BEGIN Source material
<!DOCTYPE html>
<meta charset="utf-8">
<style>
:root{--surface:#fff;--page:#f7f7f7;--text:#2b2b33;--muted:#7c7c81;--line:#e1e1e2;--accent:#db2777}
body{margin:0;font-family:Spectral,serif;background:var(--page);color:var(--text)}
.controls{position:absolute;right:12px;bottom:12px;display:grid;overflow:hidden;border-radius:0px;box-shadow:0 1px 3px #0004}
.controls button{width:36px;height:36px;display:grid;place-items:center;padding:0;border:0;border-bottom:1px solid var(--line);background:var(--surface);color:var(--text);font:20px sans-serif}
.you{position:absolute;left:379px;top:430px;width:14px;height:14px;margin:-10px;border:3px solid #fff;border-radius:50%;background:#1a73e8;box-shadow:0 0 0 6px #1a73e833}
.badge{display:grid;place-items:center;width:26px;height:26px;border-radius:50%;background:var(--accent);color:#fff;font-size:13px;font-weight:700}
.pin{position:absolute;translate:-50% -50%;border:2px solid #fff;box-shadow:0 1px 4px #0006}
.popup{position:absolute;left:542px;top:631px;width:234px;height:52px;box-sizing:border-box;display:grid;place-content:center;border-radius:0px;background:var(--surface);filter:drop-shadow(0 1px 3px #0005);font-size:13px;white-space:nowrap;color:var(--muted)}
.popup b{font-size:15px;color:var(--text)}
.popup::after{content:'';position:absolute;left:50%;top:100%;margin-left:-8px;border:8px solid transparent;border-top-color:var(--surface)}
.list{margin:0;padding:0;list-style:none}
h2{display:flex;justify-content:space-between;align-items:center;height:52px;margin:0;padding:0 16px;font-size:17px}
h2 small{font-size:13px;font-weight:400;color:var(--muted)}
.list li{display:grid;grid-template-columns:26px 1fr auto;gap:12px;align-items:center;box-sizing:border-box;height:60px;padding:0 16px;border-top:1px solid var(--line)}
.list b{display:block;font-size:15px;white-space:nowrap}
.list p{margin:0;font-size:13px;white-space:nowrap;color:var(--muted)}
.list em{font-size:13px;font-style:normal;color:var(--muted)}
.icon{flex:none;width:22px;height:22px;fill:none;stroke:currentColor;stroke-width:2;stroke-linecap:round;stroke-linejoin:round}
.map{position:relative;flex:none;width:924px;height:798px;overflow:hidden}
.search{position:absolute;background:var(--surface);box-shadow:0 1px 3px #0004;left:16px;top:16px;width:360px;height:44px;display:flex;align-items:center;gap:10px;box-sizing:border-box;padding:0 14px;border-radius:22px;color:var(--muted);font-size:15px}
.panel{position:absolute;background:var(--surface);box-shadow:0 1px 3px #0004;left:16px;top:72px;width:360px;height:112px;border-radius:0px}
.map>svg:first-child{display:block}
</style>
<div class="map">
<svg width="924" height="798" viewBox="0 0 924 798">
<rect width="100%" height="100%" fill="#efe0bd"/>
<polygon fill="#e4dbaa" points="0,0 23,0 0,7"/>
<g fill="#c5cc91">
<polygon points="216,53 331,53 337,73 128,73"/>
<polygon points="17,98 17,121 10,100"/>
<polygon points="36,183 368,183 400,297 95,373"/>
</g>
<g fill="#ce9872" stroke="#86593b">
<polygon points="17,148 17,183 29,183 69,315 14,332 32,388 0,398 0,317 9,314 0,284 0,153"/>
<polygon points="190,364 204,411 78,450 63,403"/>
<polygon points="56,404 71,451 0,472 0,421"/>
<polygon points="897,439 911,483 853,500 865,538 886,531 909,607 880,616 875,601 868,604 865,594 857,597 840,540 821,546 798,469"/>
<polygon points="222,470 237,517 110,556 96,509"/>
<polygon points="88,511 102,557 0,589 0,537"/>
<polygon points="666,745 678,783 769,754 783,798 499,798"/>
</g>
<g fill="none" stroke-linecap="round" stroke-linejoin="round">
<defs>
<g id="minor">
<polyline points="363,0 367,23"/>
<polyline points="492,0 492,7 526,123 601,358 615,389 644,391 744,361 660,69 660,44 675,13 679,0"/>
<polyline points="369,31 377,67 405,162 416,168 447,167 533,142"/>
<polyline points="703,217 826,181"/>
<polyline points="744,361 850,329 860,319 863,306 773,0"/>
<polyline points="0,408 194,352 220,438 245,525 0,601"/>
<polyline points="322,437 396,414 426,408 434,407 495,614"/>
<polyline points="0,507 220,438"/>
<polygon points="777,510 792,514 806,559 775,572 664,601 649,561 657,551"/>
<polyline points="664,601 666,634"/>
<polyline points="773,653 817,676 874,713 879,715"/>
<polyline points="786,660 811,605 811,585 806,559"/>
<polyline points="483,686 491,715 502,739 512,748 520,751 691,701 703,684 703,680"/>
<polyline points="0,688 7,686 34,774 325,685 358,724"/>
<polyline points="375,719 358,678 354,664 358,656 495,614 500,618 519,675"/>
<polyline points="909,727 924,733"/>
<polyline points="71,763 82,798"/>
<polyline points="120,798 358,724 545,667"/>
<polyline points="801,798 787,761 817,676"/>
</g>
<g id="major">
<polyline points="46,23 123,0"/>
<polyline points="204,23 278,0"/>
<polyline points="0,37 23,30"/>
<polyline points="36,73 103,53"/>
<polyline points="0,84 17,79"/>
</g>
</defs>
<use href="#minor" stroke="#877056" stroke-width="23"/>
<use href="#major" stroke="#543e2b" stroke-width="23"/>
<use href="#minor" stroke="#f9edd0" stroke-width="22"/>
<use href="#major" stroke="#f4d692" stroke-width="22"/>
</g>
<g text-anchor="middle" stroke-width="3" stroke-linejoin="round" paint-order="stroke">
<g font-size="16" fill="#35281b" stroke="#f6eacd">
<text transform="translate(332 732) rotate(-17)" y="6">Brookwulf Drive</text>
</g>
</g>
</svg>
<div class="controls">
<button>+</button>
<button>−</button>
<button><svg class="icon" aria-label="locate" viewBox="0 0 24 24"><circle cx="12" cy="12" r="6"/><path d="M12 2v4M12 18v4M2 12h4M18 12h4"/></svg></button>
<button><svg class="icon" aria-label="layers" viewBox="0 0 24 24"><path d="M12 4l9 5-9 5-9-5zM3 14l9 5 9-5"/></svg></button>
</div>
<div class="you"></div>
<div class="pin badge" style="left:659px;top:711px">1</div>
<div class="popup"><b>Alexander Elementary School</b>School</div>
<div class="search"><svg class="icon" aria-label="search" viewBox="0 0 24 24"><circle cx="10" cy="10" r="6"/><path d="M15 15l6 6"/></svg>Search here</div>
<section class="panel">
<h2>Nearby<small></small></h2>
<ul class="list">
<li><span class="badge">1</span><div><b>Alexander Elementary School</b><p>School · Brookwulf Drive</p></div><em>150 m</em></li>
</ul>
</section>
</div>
END Source material
## Prompt
Go back to the data above and please quote exactly, and only, the lines from the line with "<h2>Nearby<small></small></h2>" through its last line.

## Your solution
<h2>Nearby<small></small></h2>
<ul class="list">
<li><span class="badge">1</span><div><b>Alexander Elementary School</b><p>School · Brookwulf Drive</p></div><em>150 m</em></li>
</ul>
</section>
</div>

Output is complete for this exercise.